Les décideurs et les professionnels de la planification urbaine jouent un rôle essentiel dans la création de communautés, d’infrastructures et de politiques climato-résilientes. Toutefois, les stratégies destinées à atteindre la résilience climatique dans les villes devraient être développées en collaboration entre les acteurs clés des différents secteurs (p. ex. les urbanistes, les professionnels des transports, les professionnels de la santé publique) et par les parties prenantes politiques et non politiques.

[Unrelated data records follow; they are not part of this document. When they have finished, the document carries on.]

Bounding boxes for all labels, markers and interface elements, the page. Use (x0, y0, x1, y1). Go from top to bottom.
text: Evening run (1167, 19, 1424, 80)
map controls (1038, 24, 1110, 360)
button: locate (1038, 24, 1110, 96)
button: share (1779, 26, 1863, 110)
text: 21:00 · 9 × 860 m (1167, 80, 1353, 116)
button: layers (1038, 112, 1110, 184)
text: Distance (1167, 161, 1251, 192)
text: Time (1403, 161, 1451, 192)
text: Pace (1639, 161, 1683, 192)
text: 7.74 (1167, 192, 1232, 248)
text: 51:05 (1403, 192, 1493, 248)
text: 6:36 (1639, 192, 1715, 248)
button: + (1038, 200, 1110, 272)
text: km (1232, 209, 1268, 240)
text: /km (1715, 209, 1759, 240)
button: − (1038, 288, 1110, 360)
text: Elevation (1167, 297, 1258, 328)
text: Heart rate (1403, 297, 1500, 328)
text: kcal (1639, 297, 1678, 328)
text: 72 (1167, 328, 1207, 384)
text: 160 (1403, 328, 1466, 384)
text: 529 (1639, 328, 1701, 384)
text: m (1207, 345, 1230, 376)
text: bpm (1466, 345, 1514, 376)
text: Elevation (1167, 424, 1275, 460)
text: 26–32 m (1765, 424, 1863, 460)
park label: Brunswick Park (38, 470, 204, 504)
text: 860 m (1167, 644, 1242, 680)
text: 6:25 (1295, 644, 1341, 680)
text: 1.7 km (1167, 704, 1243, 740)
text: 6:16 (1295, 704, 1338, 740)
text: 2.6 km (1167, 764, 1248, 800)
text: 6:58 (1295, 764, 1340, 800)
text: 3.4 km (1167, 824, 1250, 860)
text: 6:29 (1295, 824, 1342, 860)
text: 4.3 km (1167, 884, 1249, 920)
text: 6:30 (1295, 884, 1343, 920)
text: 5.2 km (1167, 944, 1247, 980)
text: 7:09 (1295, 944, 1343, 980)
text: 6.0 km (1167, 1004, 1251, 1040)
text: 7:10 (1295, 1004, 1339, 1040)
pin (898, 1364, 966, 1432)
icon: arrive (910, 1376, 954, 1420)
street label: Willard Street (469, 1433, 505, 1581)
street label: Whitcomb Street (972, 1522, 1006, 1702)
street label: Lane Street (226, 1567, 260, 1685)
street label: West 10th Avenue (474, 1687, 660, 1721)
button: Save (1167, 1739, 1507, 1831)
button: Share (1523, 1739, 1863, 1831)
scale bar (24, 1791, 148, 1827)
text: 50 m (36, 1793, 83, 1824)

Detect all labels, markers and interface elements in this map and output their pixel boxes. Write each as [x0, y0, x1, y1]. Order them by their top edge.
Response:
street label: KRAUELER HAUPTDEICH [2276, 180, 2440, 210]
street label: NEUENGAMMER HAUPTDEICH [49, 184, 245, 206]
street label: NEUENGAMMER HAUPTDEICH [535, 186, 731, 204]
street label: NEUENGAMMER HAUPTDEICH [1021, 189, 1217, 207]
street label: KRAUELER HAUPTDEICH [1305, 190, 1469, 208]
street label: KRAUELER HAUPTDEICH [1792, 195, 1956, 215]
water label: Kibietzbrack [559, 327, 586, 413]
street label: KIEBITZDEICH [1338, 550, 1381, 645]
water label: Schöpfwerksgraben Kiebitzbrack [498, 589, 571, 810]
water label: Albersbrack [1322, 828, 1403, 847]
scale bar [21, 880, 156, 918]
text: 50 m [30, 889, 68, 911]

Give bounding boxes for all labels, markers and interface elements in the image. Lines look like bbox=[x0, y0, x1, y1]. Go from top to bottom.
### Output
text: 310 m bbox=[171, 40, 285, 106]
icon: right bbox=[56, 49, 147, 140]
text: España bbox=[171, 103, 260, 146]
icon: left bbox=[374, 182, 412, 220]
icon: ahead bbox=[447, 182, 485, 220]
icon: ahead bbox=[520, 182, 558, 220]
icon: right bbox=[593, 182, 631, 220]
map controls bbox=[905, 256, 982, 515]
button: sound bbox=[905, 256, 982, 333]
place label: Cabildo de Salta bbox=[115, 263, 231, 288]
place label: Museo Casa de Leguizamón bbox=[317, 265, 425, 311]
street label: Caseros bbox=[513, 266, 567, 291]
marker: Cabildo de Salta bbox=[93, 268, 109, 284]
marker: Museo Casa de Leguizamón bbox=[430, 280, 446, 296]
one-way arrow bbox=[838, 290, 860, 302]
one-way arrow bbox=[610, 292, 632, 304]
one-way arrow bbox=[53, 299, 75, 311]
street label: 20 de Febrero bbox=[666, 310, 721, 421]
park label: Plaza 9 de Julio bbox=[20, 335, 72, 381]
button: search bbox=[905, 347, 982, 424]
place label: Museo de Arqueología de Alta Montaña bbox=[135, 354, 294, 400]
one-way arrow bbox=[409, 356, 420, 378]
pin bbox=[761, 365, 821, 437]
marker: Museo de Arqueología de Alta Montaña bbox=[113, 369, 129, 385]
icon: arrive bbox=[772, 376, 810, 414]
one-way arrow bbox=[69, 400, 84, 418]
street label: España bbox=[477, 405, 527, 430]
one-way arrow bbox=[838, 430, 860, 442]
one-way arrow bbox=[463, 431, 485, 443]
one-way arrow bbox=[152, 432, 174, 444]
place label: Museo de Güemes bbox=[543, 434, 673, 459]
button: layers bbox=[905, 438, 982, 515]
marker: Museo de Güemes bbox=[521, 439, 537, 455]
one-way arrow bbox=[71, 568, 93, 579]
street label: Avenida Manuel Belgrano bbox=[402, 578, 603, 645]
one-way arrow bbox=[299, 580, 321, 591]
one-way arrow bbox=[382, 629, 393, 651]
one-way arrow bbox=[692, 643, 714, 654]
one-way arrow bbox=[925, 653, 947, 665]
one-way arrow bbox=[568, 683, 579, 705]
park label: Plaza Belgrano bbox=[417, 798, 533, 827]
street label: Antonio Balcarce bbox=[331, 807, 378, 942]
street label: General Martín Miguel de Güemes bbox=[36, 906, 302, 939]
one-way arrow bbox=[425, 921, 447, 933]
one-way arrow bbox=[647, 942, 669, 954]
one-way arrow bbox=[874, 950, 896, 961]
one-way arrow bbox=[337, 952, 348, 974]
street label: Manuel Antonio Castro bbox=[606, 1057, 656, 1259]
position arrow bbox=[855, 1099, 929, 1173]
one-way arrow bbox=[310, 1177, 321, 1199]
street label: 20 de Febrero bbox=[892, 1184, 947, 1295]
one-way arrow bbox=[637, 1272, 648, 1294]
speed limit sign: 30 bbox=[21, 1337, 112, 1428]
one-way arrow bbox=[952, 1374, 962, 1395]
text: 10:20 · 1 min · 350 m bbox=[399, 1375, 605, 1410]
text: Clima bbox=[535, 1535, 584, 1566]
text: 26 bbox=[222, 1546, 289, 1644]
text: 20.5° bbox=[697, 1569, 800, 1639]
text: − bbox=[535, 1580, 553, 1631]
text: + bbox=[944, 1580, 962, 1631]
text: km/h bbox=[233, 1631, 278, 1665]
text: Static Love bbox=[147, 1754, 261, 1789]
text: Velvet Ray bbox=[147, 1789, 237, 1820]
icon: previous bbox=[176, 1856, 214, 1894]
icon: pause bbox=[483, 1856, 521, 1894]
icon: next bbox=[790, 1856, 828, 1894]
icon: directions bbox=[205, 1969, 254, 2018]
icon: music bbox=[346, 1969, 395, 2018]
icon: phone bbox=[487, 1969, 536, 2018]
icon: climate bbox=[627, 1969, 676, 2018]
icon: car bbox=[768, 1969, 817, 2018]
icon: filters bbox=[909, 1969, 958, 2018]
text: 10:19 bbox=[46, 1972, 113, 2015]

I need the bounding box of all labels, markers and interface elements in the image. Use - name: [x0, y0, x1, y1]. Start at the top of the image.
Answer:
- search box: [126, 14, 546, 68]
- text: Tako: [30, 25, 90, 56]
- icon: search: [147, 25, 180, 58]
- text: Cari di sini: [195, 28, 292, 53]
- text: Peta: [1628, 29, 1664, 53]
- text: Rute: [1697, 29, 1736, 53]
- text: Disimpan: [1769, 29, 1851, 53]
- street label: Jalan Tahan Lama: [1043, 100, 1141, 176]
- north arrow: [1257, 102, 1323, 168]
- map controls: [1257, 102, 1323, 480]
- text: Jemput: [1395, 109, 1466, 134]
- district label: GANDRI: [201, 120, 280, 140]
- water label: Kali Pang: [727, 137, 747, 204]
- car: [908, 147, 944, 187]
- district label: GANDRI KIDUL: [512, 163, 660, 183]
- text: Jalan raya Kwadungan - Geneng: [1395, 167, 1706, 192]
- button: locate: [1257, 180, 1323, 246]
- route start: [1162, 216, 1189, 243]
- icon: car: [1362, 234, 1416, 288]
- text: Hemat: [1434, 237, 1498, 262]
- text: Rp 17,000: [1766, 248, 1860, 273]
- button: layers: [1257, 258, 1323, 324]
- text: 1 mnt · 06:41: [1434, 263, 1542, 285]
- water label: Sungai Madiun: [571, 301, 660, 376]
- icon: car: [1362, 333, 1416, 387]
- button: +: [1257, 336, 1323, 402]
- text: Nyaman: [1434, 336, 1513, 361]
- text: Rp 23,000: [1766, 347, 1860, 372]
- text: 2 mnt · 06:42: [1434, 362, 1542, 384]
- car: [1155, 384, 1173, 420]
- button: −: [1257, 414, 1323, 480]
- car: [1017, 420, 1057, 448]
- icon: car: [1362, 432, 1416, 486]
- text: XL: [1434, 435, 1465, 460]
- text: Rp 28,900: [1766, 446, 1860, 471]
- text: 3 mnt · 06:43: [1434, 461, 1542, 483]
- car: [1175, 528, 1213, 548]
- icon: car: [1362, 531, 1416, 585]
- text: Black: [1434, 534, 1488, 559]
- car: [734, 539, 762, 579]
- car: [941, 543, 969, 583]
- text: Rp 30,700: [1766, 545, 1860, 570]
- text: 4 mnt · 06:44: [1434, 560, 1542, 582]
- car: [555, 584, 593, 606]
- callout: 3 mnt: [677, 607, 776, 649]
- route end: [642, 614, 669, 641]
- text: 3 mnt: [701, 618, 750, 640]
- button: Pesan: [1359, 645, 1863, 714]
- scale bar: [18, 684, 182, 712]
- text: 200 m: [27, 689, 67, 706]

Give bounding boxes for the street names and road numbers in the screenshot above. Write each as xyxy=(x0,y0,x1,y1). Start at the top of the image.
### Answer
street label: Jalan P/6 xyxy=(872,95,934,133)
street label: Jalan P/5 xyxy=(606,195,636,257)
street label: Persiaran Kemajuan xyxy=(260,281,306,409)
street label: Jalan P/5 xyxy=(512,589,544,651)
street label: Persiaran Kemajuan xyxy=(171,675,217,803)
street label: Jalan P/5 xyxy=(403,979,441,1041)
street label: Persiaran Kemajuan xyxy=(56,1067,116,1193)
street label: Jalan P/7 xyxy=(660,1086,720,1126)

Le projet de ville éponge de l’Optingerstrasse à Berne est l’une des réussites récentes en matière de collaboration transsectorielle; elle vise à réduire les îlots de chaleur urbains. Cette initiative réunit les politicien·ne·s locaux, le secteur privé avec la contribution de la coopérative la Mobilière, la communauté scientifique et la population locale. En intégrant efficacement tous les acteurs clés dans la co-conception des mesures d’adaptation, il est possible de s’assurer qu’elles sont adaptées au contexte local. De même, une coordination et une communication efficaces entre le milieu académique et les acteurs urbains, grâce à la co-création en matière de recherche, sont une clé pour produire des résultats de recherche ayant un impact concret. Dans cet exemple particulier, les chercheurs de l’Université de Berne conduisent le projet pilote «Wohlfühl-Monitoring Optingerstrasse», qui vise à évaluer à l’aide d’une application si et comment les mesures d’adaptation urbaines basées sur le principe de la ville éponge affectent le bien-être des résident·e·s. Les initiatives de sciences participatives comme celle-ci peuvent aider à améliorer la communication sur les risques, à stimuler l’autonomie individuelle et à favoriser la cohésion des communautés. En définitive, ces exemples d’interventions urbaines peuvent stimuler le changement et le passage à l’action. Sachant que le changement climatique va continuer à faire peser une charge supplémentaire sur notre société, il est de notre responsabilité de contribuer à l’élaboration de solutions pour protéger la santé et le bien-être des générations futures.